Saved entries
┄┄┄┄┄┄┄┄┄┄┄┄┄┄┄┄┄┄┄┄

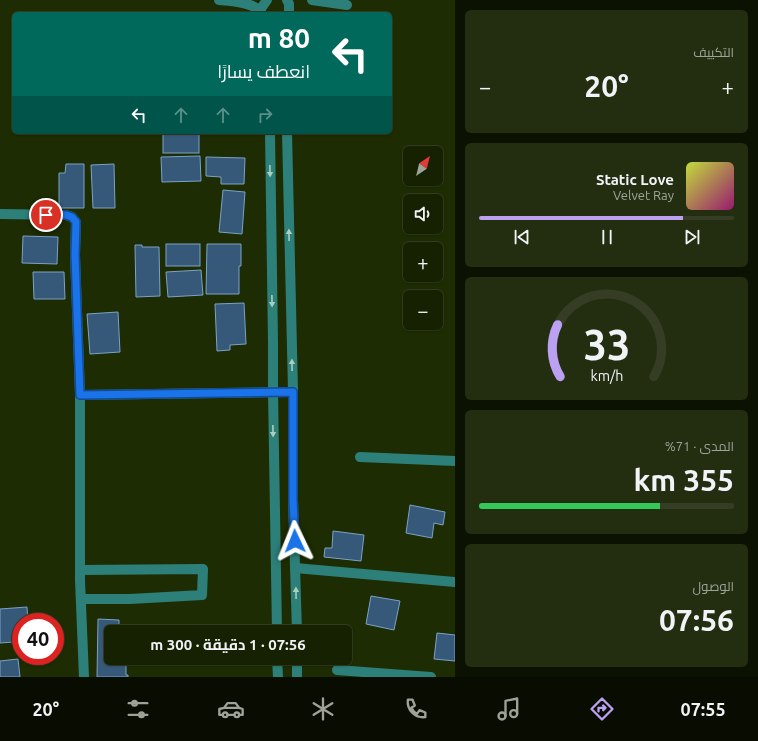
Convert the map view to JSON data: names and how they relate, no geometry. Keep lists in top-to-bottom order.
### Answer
{
  "north": "top right",
  "page": {
    "tile": [
      "التكييف",
      ["المدى · 71%", "355 km"],
      ["الوصول", "07:56"]
    ],
    "turn": ["80 m", "انعطف يسارًا"],
    "heat": ["−", "20°", "+"],
    "map_buttons": ["+", "−"],
    "song": ["Static Love", "Velvet Ray"],
    "limit": "40",
    "trip": "07:56 · 1 دقيقة · 300 m",
    "tabs": ["07:55", "20°"],
    "gauge": ["33", "km/h"]
  }
}
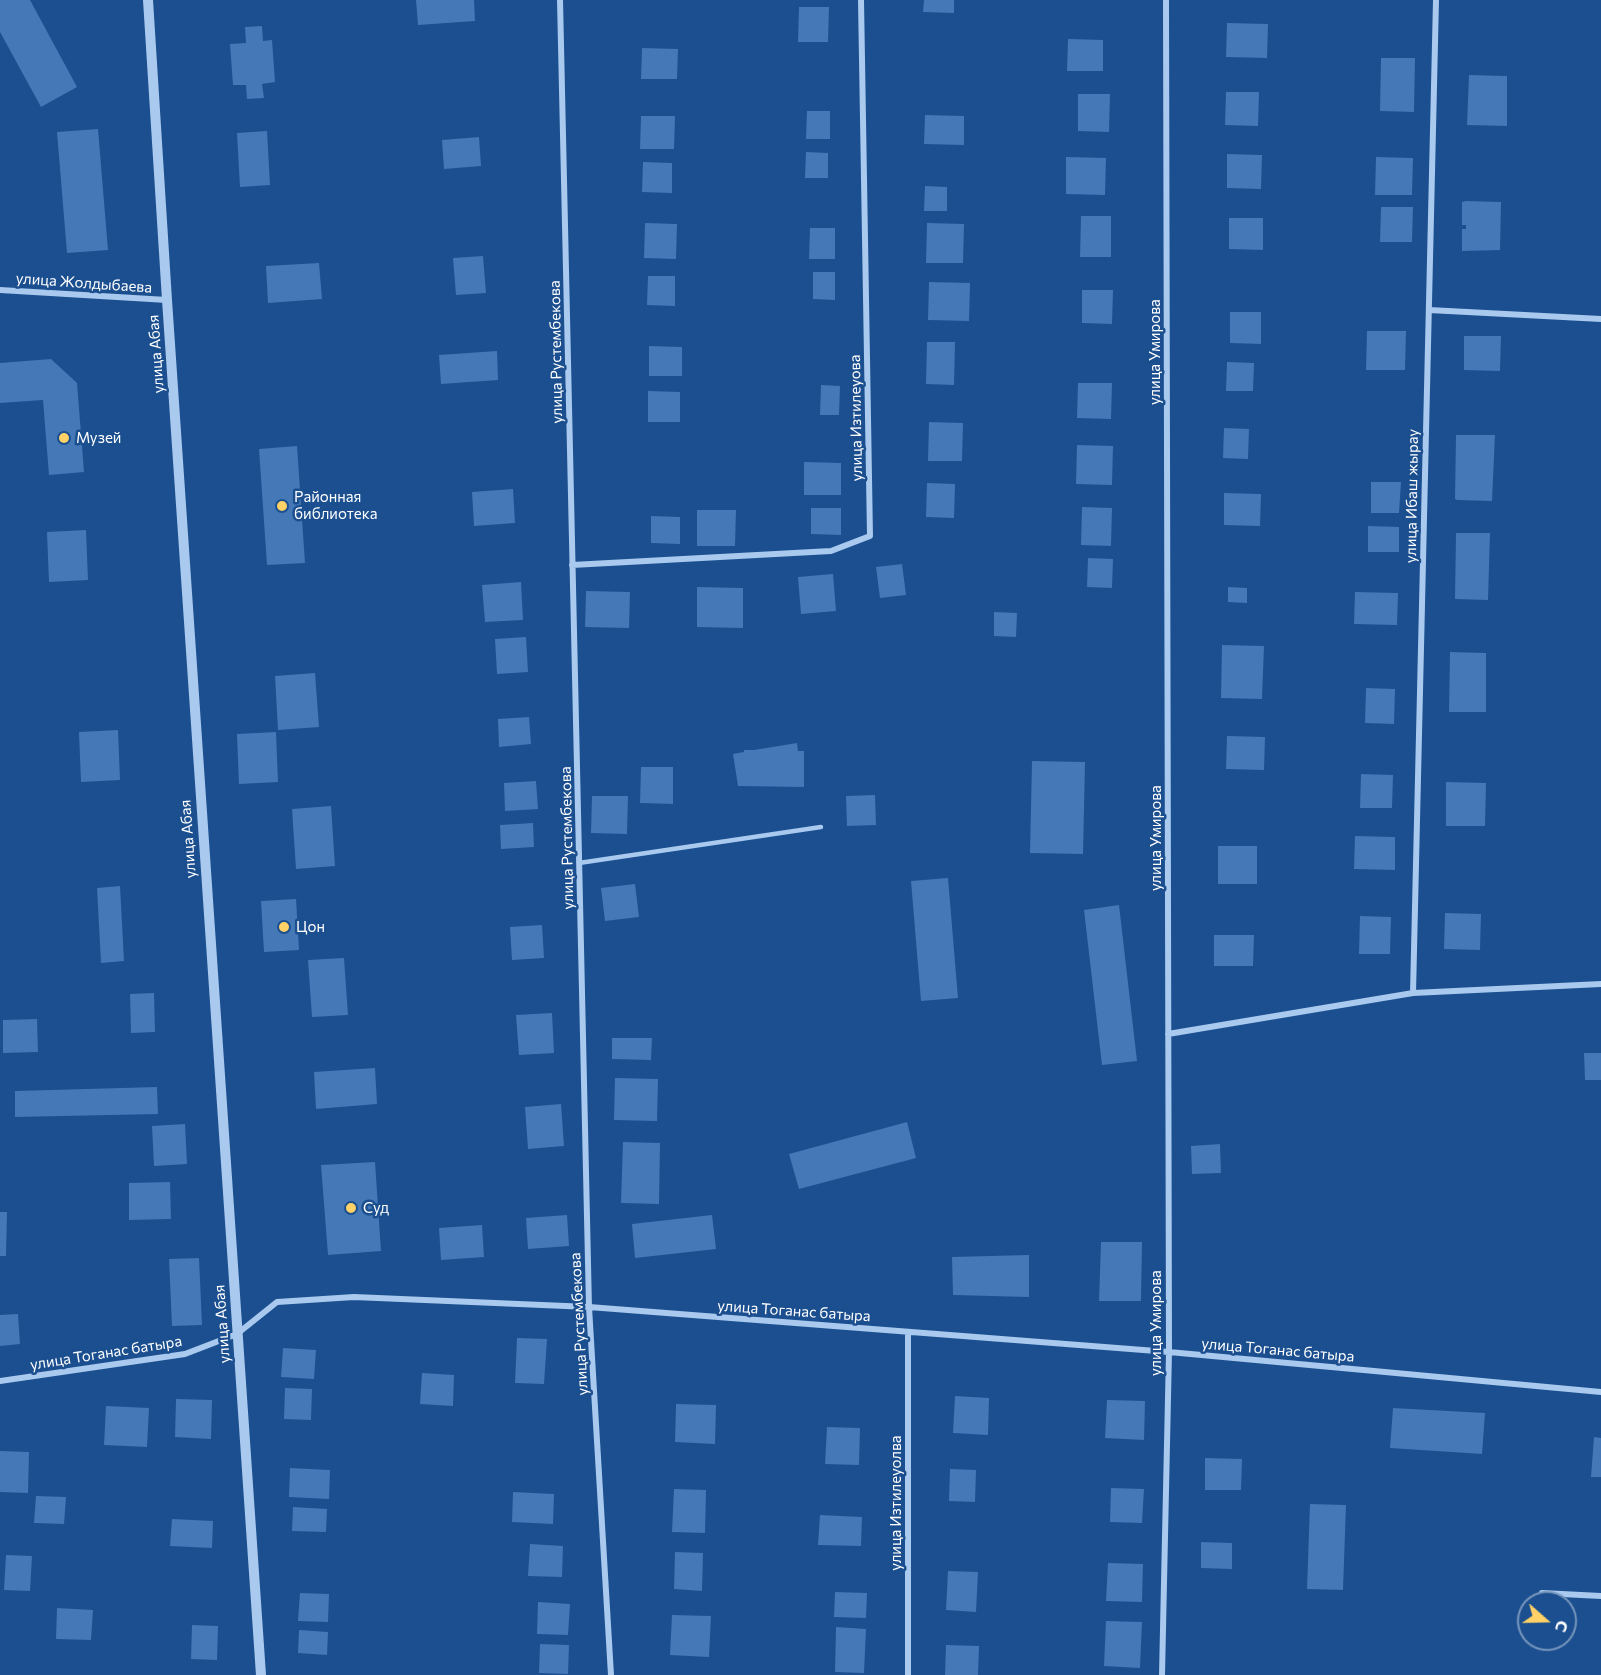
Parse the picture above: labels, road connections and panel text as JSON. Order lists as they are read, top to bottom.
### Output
{
  "streets": {
    "street": [
      "улица Жолдыбаева",
      "улица Рустембекова",
      "улица Умирова",
      "улица Абая",
      "улица Изтилеуова",
      "улица Ибаш жырау",
      "улица Тоганас батыра",
      "улица Изтилеуолва"
    ]
  },
  "crossings": [
    ["улица Жолдыбаева", "улица Абая"],
    ["улица Рустембекова", "улица Изтилеуова"],
    ["улица Рустембекова", "улица Тоганас батыра"],
    ["улица Умирова", "улица Тоганас батыра"],
    ["улица Абая", "улица Тоганас батыра"],
    ["улица Тоганас батыра", "улица Изтилеуолва"]
  ],
  "places": [
    "Музей",
    "Районная библиотека",
    "Цон",
    "Суд"
  ],
  "north": "right"
}
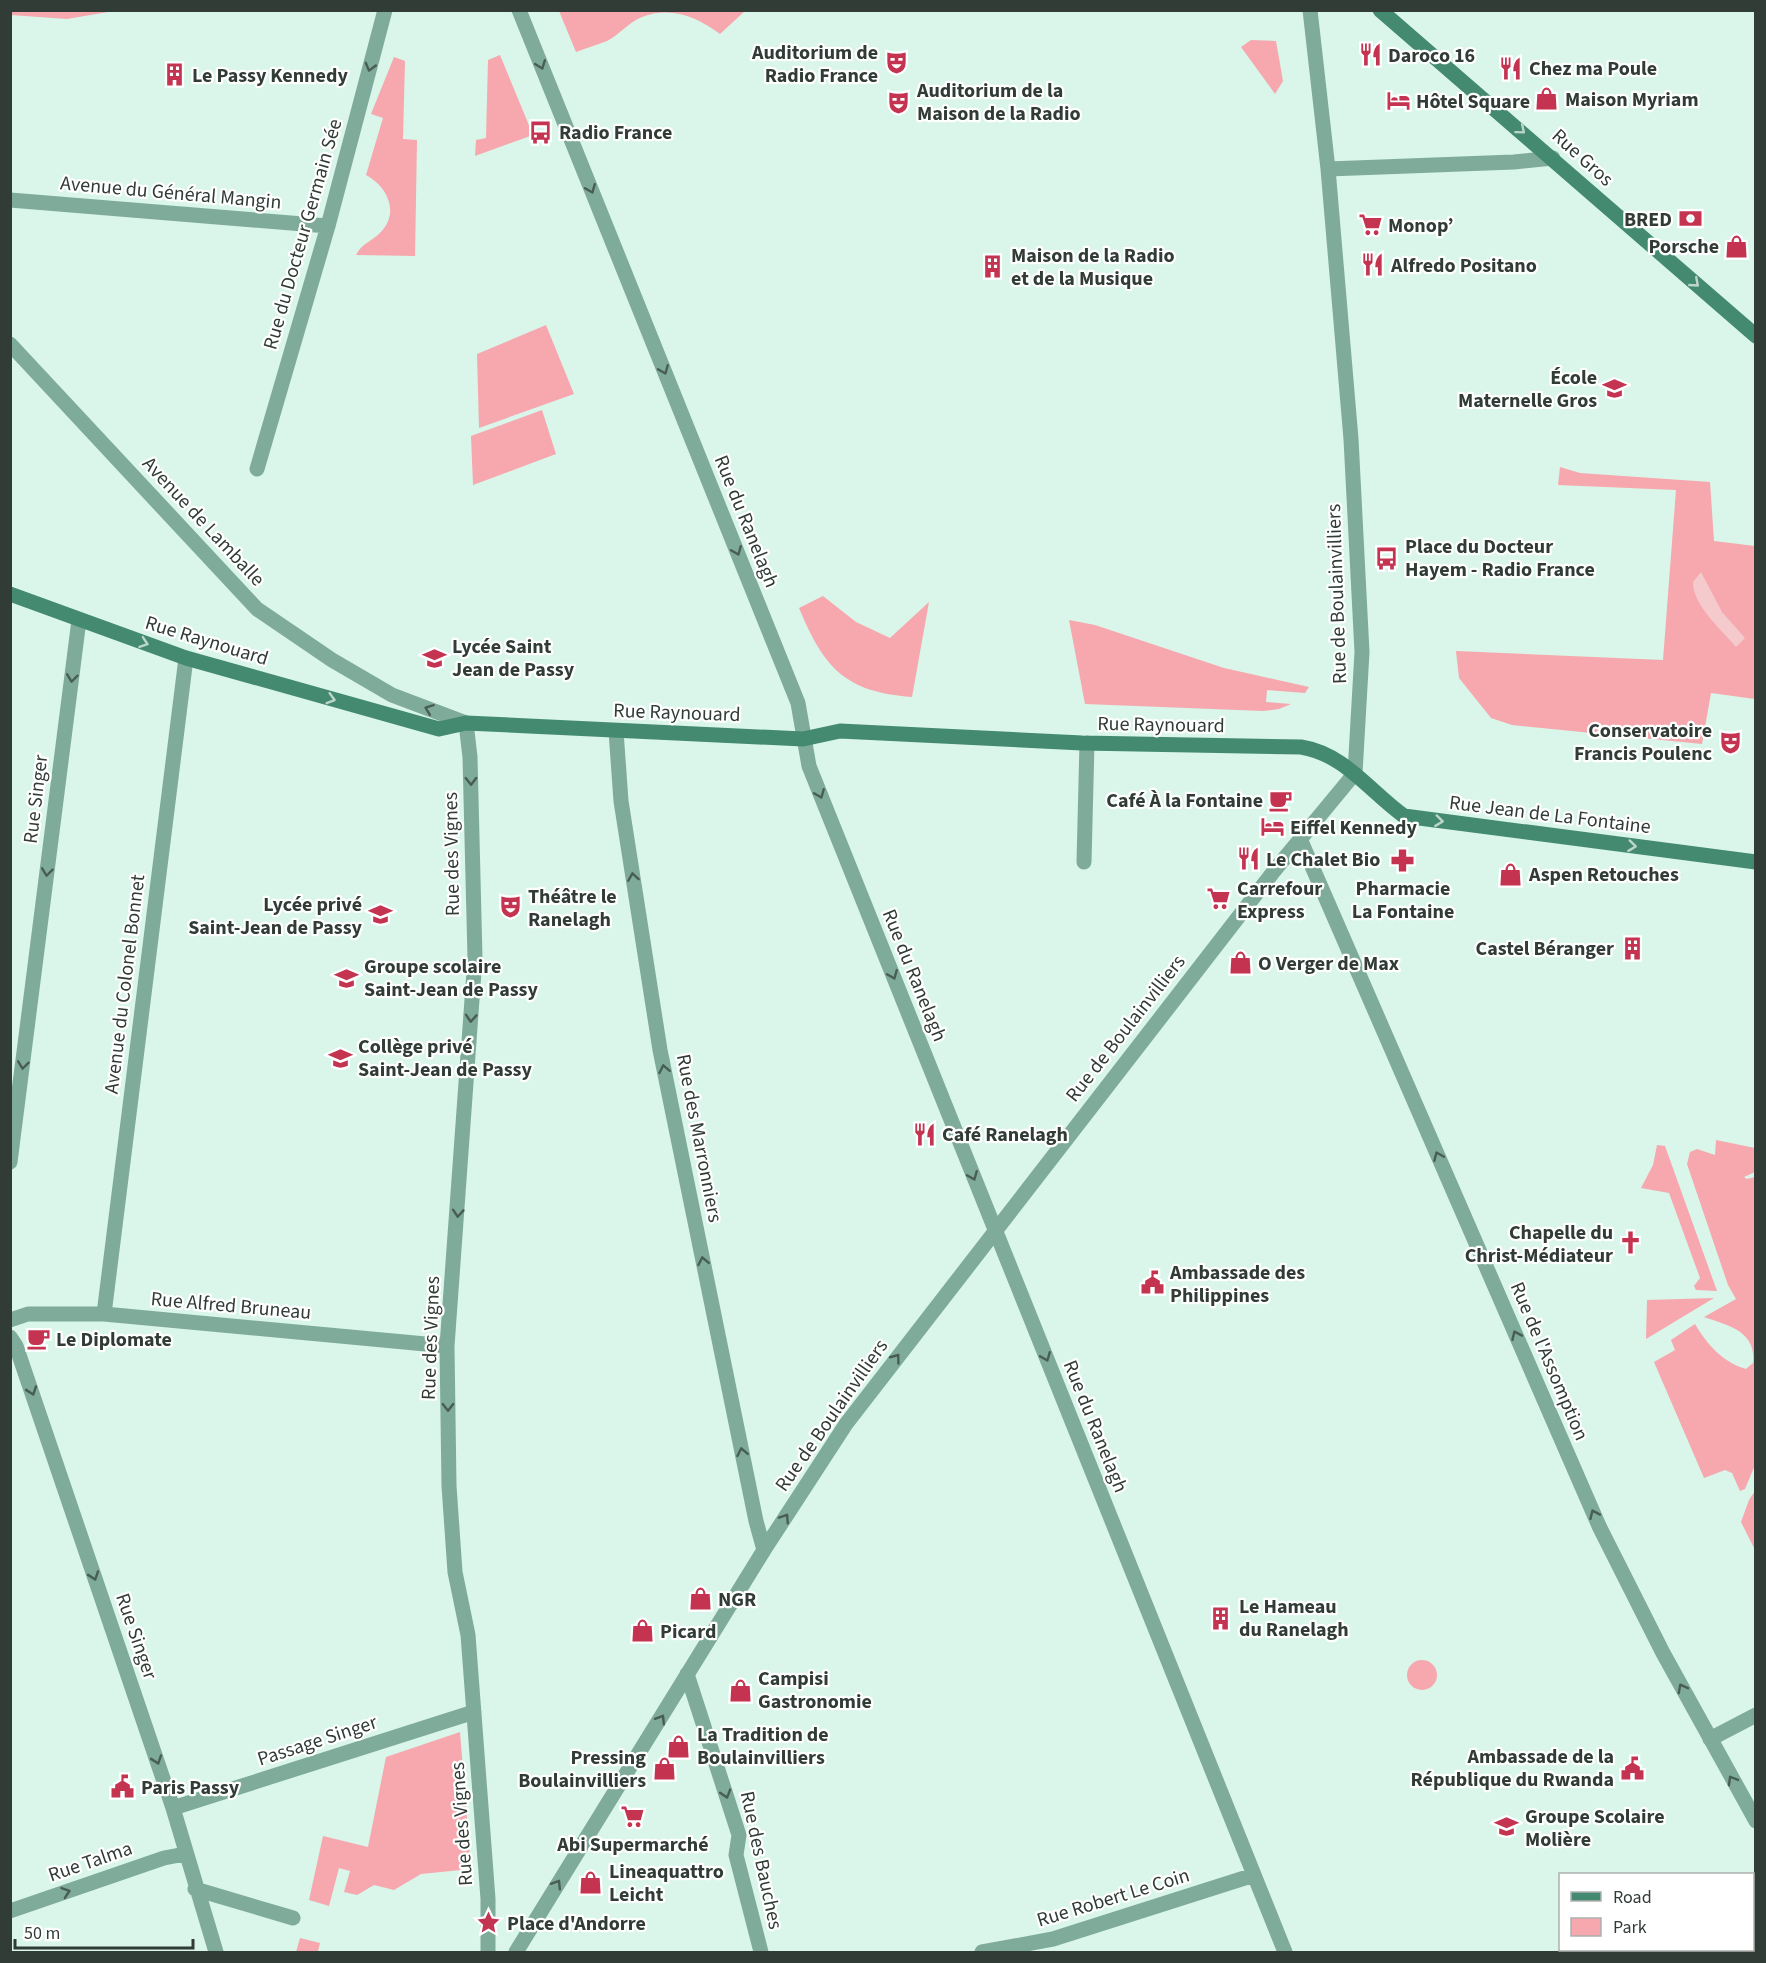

┄┄┄┄┄┄┄┄┄┄┄┄┄┄┄┄┄┄┄┄

#### To do:
Return all of the entries exactly as written, but drop any pictures they hold.

#### Result of this exercise:
Convert the map view to JSON data: names and how they relate, no geometry. Keep lists in top-to-bottom order.
### Answer
{
  "north": "top right",
  "page": {
    "tile": [
      "التكييف",
      ["المدى · 71%", "355 km"],
      ["الوصول", "07:56"]
    ],
    "turn": ["80 m", "انعطف يسارًا"],
    "heat": ["−", "20°", "+"],
    "map_buttons": ["+", "−"],
    "song": ["Static Love", "Velvet Ray"],
    "limit": "40",
    "trip": "07:56 · 1 دقيقة · 300 m",
    "tabs": ["07:55", "20°"],
    "gauge": ["33", "km/h"]
  }
}
Parse the picture above: labels, road connections and panel text as JSON. Order lists as they are read, top to bottom.
### Output
{
  "streets": {
    "street": [
      "улица Жолдыбаева",
      "улица Рустембекова",
      "улица Умирова",
      "улица Абая",
      "улица Изтилеуова",
      "улица Ибаш жырау",
      "улица Тоганас батыра",
      "улица Изтилеуолва"
    ]
  },
  "crossings": [
    ["улица Жолдыбаева", "улица Абая"],
    ["улица Рустембекова", "улица Изтилеуова"],
    ["улица Рустембекова", "улица Тоганас батыра"],
    ["улица Умирова", "улица Тоганас батыра"],
    ["улица Абая", "улица Тоганас батыра"],
    ["улица Тоганас батыра", "улица Изтилеуолва"]
  ],
  "places": [
    "Музей",
    "Районная библиотека",
    "Цон",
    "Суд"
  ],
  "north": "right"
}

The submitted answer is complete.